Reciprocity norms develop as one means people can develop to cope with social dilemmas that result in suboptimal benefits for the group. One mechanism to sustain cooperation, for example, is repeated play. Iterated interactions allow the players to establish strategies that achieve cooperation to the extent that the value of long-term cooperation is sufficiently large for each player. “If the value of future cooperation is large and exceeds what can be gained in the short term by cheating, then the long-term individual interests of the players can automatically and tacitly keep them from cheating, without the need for any additional punishments or enforcements by third parties” (Dixit and Skeath 1999, 257).

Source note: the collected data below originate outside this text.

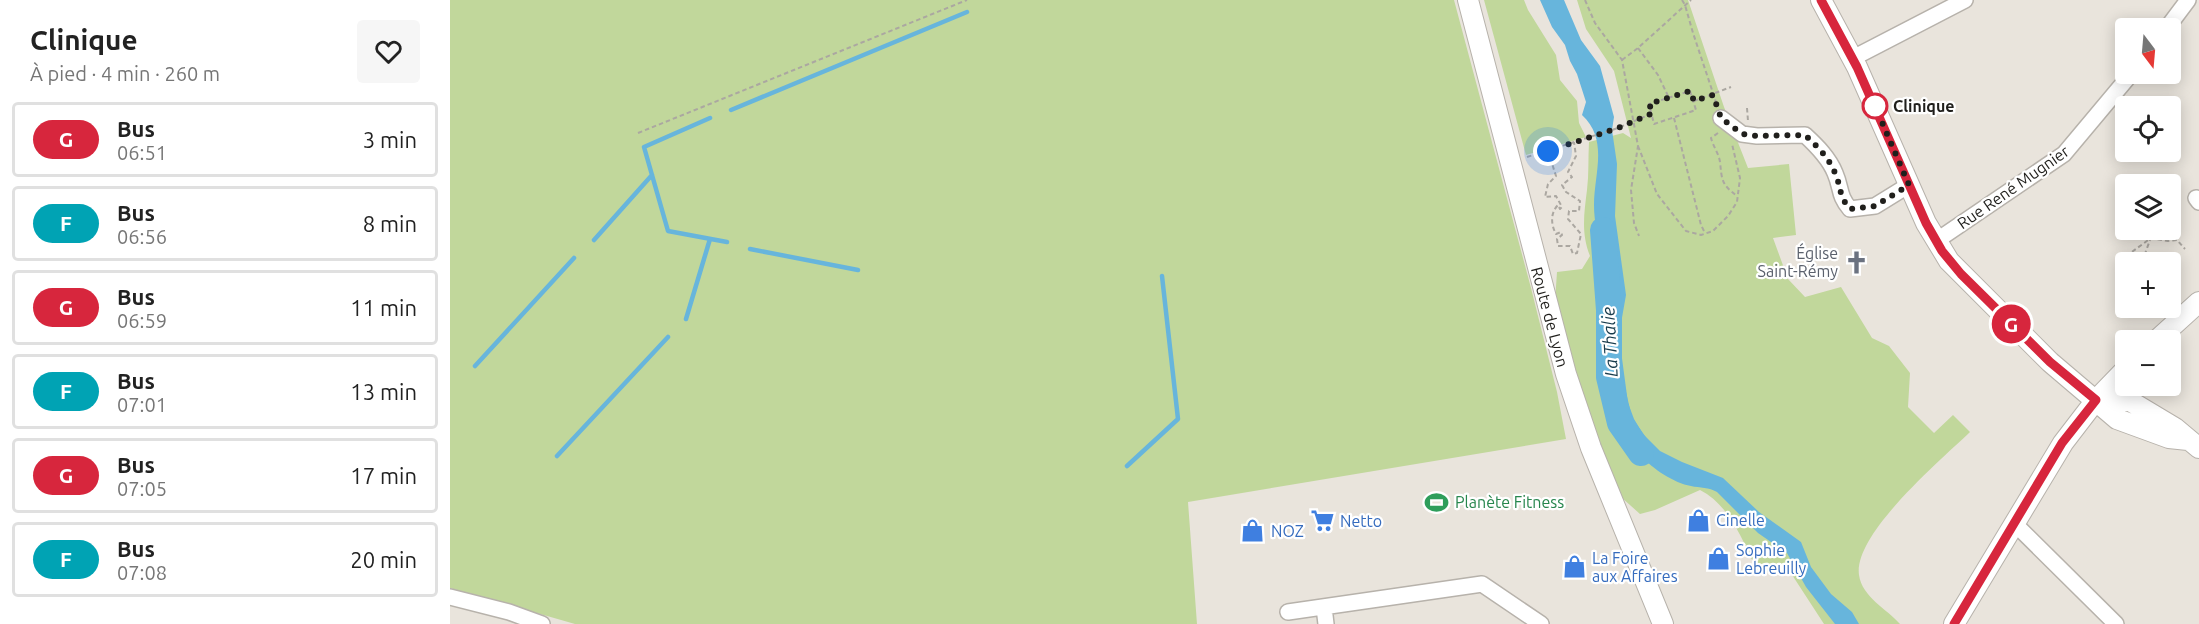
<!DOCTYPE html>
<html lang="fr">
<meta charset="utf-8">
<style>
body{margin:0;font-family:Ubuntu,sans-serif;background:#f6f6f6;color:#222;height:100vh;display:flex;flex-direction:column;font-size:22px;white-space:nowrap}
*{box-sizing:border-box;margin:0}
p{font-size:20px;color:#767676}
.icon{flex:none;width:33px;height:33px;fill:none;stroke:currentColor;stroke-width:2;stroke-linecap:round;stroke-linejoin:round}
.map{position:relative;flex:1;overflow:hidden}
.drawer{display:flex;flex-direction:column;background:#fff;width:450px}
.drawer>*{flex:none}
.badge{padding:0 12px;border-radius:20px;font-size:21px;line-height:39px}
.needle{width:39px;rotate:164deg}
.controls{position:absolute;left:1665px;top:18px;display:grid;gap:12px}
.controls a{display:grid;place-items:center;width:66px;height:66px;border-radius:6px;background:#fff;box-shadow:0 3px 15px #0003;font-size:30px}
.you{position:absolute;width:30px;height:30px;margin:-15px;border:4px solid #fff;border-radius:50%;background:#1a73e8;box-shadow:0 0 0 9px #1a73e833}
.map>.badge{position:absolute;translate:-50% -50%;box-shadow:0 0 0 3px #fff}
.round{display:grid;place-items:center;flex:none;width:63px;height:63px;border-radius:6px;background:#f6f6f6}
.overview{display:flex;align-items:center;justify-content:space-between;height:102px;padding:0 30px}
h1{font-size:28px;font-weight:700;line-height:45px}
ul{padding:0;list-style:none}
li{display:flex;align-items:center;gap:18px;height:75px;margin:0 12px 9px;padding:0 18px;border:3px solid #e0e0e0;border-radius:6px}
li div{flex:1}
li b{display:block;font-size:22px}
li em{font-style:normal}
li .badge{min-width:66px;font-weight:700;text-align:center}
main{display:flex;flex:1;min-height:0}
.map>svg:first-child{display:block}
.green{fill:#c1d79b}
.water{fill:#67b5dc}
.lines{fill:none;stroke-linecap:round;stroke-linejoin:round}
.stream{stroke:#67b5dc;stroke-width:4.5}
.river{stroke:#67b5dc;stroke-width:26}
.minor-casing{stroke:#b7b2ab;stroke-width:18}
.major-casing{stroke:#b7b2ab;stroke-width:22}
.path{stroke:#aba7a1;stroke-width:2;stroke-dasharray:4.5 3;stroke-linecap:butt}
.minor{stroke:#fff;stroke-width:15}
.major{stroke:#fff;stroke-width:20}
.line-casing{stroke:#fff;stroke-width:14}
.line{stroke:#d7263d;stroke-width:9}
.walk{stroke:#201f1c;stroke-width:6;stroke-dasharray:0 10.8}
.stop-dot{fill:#fff;stroke:#d7263d;stroke-width:3}
.labels{text-anchor:middle;dominant-baseline:central;stroke-width:4.5;stroke-linejoin:round;paint-order:stroke}
.stop-label{font-size:16px;font-weight:bold;fill:#201f1c;stroke:#fff;text-anchor:start}
.street-label{font-size:16px;fill:#201f1c;stroke:#fff}
.worship-label{font-size:16px;fill:#5b616d;stroke:#fff;text-anchor:end}
.leisure-label{font-size:16px;fill:#27864d;stroke:#fff;text-anchor:start}
.shop-label{font-size:16px;fill:#366cbe;stroke:#fff;text-anchor:start}
.water-label{font-size:18px;font-style:italic;fill:#193c4d;stroke:#fff}
</style>
<main>
<section class="drawer">
<div class="overview"><div><h1>Clinique</h1><p>À pied · 4 min · 260 m</p></div><a class="round"><svg class="icon" aria-label="heart" viewBox="0 0 24 24"><path d="M12 20l-8-8c-3-5 5-10 8-4 3-6 11-1 8 4z"/></svg></a></div>
<ul>
<li><span class="badge" style="background:#d7263d;color:#fff">G</span><div><b>Bus</b><p>06:51</p></div><em>3 min</em></li>
<li><span class="badge" style="background:#00a3b4;color:#fff">F</span><div><b>Bus</b><p>06:56</p></div><em>8 min</em></li>
<li><span class="badge" style="background:#d7263d;color:#fff">G</span><div><b>Bus</b><p>06:59</p></div><em>11 min</em></li>
<li><span class="badge" style="background:#00a3b4;color:#fff">F</span><div><b>Bus</b><p>07:01</p></div><em>13 min</em></li>
<li><span class="badge" style="background:#d7263d;color:#fff">G</span><div><b>Bus</b><p>07:05</p></div><em>17 min</em></li>
<li><span class="badge" style="background:#00a3b4;color:#fff">F</span><div><b>Bus</b><p>07:08</p></div><em>20 min</em></li>
</ul>
</section>
<div class="map">
<svg width="1749" height="624" viewBox="0 0 1749 624">
<rect width="100%" height="100%" fill="#e9e4dc"/>
<path class="green" d="M0,0H1004L1081,288L1107,392L1116,439L738,502L747,624H125L0,588Z
M1034,0H1074L1078,10L1106,55L1110,80L1127,101L1129,123L1136,137L1076,155Z
M1127,0H1238L1274,107L1298,168L1339,164L1346,235L1323,238L1338,279L1355,297L1391,287L1422,338L1439,346L1460,373L1458,407L1484,433L1503,415L1520,432C1491,460 1403,534 1409,575C1412,597 1437,609 1450,624H1374L1335,564L1307,576L1302,573L1305,566C1291,537 1279,505 1250,490L1205,510L1190,514L1171,497L1138,411L1105,301L1107,272L1132,269L1140,256C1131,233 1134,214 1137,190C1139,174 1138,158 1139,142L1173,133L1181,138L1164,71L1136,29Z"/>
<path class="water" d="M1090,0H1114L1131,40L1150,66L1164,117L1162,130L1167,164L1165,216L1176,295L1170,329L1171,351L1178,403L1184,419L1193,434L1210,451L1232,462L1273,478L1309,512L1351,542L1361,567L1381,594L1402,612L1409,624H1385L1356,587L1337,553L1308,533L1267,492C1259,487 1250,488 1241,486C1224,483 1203,469 1191,456C1165,427 1154,370 1155,331C1156,316 1160,301 1158,286C1155,259 1144,233 1144,205C1144,174 1159,140 1132,115L1136,102L1127,74L1120,61L1115,45L1102,27Z"/>
<g class="lines">
<path class="stream" d="M281,110L517,12
M260,118L194,147L218,231L277,242
M144,240L202,175
M300,249L408,270
M236,319L260,239
M25,366L124,258
M107,456L218,337
M677,466L728,419L712,276"/>
<path class="river" d="M1153,230L1159,310V377L1170,423L1191,453"/>
<defs>
<path id="minor" d="M1717,28L1738,0
M1403,58L1515,0
M1271,118L1292,134L1307,136L1355,135C1367,146 1379,158 1385,173C1392,189 1388,195 1400,209L1425,206L1459,185
M1746,198L1749,202
M1486,241L1614,154L1681,74
M1564,523L1666,624
M0,597L59,612L92,624
M874,607L876,624
M838,612L1032,584L1091,624"/>
<path id="major" d="M1018,0L1116,374L1141,448L1213,624
M1371,0L1407,67L1476,223L1499,261L1600,362L1667,419L1719,438L1738,440
M1707,340L1749,302
M1646,400L1680,401L1725,428L1749,448
M1504,624L1613,443L1646,400L1676,369"/>
</defs>
<use href="#minor" class="minor-casing"/>
<use href="#major" class="major-casing"/>
<path class="path" d="M1135,0L1145,23L1172,60L1188,146L1181,190L1184,223L1189,236
M1232,0L1235,5L1243,33L1267,105
M1188,48L1208,75L1219,98
M1172,60L1188,48L1241,0
M1240,91L1246,110L1204,124L1199,104Z
M1244,101L1281,87
M1297,108L1298,121
M1224,118L1251,225L1255,233
M188,133L517,0
M1268,133L1261,138C1263,146 1269,154 1270,162C1272,180 1271,184 1287,196
M1188,146L1207,194L1236,231L1251,235L1263,231L1278,216L1287,202L1290,178L1282,144
M1098,151L1106,176L1098,184L1095,197L1106,196L1112,207L1110,209L1108,205C1100,213 1101,225 1106,234L1111,232L1112,235L1107,239L1108,246H1120L1123,254L1127,253L1131,234L1118,219L1119,211H1129L1130,201L1116,192L1112,185L1122,177L1118,172L1126,156L1124,142
M1077,157L1168,128L1203,113
M1709,240L1714,230
M1692,262L1700,240
M1676,279L1667,267L1668,262L1701,238L1718,241L1727,240L1735,249
M1700,308L1709,317"/>
<use href="#minor" class="minor"/>
<use href="#major" class="major"/>
</g>
<g class="lines">
<defs>
<path id="line" d="M1371,0L1407,67L1476,223L1492,251L1511,274L1600,362L1646,400L1612,443L1504,624"/>
</defs>
<use href="#line" class="line-casing"/>
<use href="#line" class="line"/>
<path class="walk" d="M1098,151L1168,128L1203,113L1199,104L1240,91L1244,101L1263,95L1271,118L1292,134L1307,136L1355,135C1367,146 1379,158 1385,173C1392,189 1388,195 1400,209L1425,206L1459,185L1425,106"/>
</g>
<defs>
<symbol id="church-bare" viewBox="-9 -9 18 18"><path d="M-1.2-6h2.4v3.5h3.3v2.4h-3.3V6h-2.4V-.1h-3.3v-2.4h3.3Z" fill="#6b7280" stroke="#fff" stroke-width="2.5" paint-order="stroke"/></symbol>
<symbol id="stadium-bare" viewBox="-9 -9 18 18"><path d="M0-5a6.5 5 0 1 0 0 10a6.5 5 0 1 0 0-10ZM-3.5-1.8h7v3.6h-7Z" fill="#2e9e5b" stroke="#fff" stroke-width="2.5" paint-order="stroke"/></symbol>
<symbol id="shop-bare" viewBox="-9 -9 18 18"><path d="M-5-2.5h2.3a2.7 3.5 0 0 1 5.4 0H5L5.5 6h-11ZM-1.5-2.5h3a1.5 2.3 0 0 0-3 0Z" fill="#3f7fe0" stroke="#fff" stroke-width="2.5" paint-order="stroke"/></symbol>
<symbol id="supermarket-bare" viewBox="-9 -9 18 18"><path d="M-6-5.5h2.5l.6 2H6L4.5 2H-2.5L-4.4-4H-6ZM-1.5 3.2a1.3 1.3 0 1 0 .1 0ZM3 3.2a1.3 1.3 0 1 0 .1 0Z" fill="#3f7fe0" stroke="#fff" stroke-width="2.5" paint-order="stroke"/></symbol>
</defs>
<g fill-rule="evenodd">
<use href="#church-bare" x="1390" y="246" width="33" height="33"/>
<use href="#stadium-bare" x="970" y="486" width="33" height="33"/>
<use href="#shop-bare" x="1232" y="504" width="33" height="33"/>
<use href="#supermarket-bare" x="856" y="504" width="33" height="33"/>
<use href="#shop-bare" x="786" y="514" width="33" height="33"/>
<use href="#shop-bare" x="1252" y="542" width="33" height="33"/>
<use href="#shop-bare" x="1108" y="550" width="33" height="33"/>
</g>
<circle class="stop-dot" cx="1425" cy="106" r="12"/>
<g class="labels">
<g class="stop-label">
<text x="1443" y="106">Clinique</text>
</g>
<g class="street-label">
<text transform="translate(1563 187) rotate(-35)">Rue René Mugnier</text>
<text transform="translate(1100 317) rotate(75)">Route de Lyon</text>
</g>
<g class="worship-label">
<text x="1388" y="253">Église<tspan x="1388" dy="18">Saint-Rémy</tspan></text>
</g>
<g class="leisure-label">
<text x="1005" y="502">Planète Fitness</text>
</g>
<g class="shop-label">
<text x="1266" y="520">Cinelle</text>
<text x="890" y="521">Netto</text>
<text x="821" y="531">NOZ</text>
<text x="1286" y="550">Sophie<tspan x="1286" dy="18">Lebreuilly</tspan></text>
<text x="1142" y="558">La Foire<tspan x="1142" dy="18">aux Affaires</tspan></text>
</g>
<g class="water-label">
<text transform="translate(1159 342) rotate(-93)">La Thalie</text>
</g>
</g>
</svg>
<div class="controls">
<a><svg class="needle" viewBox="-14 -14 28 28"><path d="M0-13l5 13h-10z" fill="#e53935"/><path d="M0 13l5-13h-10z" fill="#767676"/></svg></a>
<a><svg class="icon" aria-label="locate" viewBox="0 0 24 24"><circle cx="12" cy="12" r="6"/><path d="M12 2v4M12 18v4M2 12h4M18 12h4"/></svg></a>
<a><svg class="icon" aria-label="layers" viewBox="0 0 24 24"><path d="M12 4l9 5-9 5-9-5zM3 14l9 5 9-5"/></svg></a>
<a>+</a>
<a>−</a>
</div>
<div class="you" style="left:1098px;top:151px"></div>
<b class="badge" style="left:1561px;top:324px;background:#d7263d;color:#fff">G</b>
</div>
</main>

When the game is infinitely repeated or where it extends for indeterminate duration, players who defect in early rounds can be “punished” with defection in subsequent rounds, while players who cooperate can be “rewarded” with cooperation. On the other hand, where the relationship between the players is of a fixed and known length, the rational strategic move in the last round is to defect (as no benefit from cooperation can accrue in future rounds)—this will create a rollback or unraveling effect that produces cheating to the very first round of play.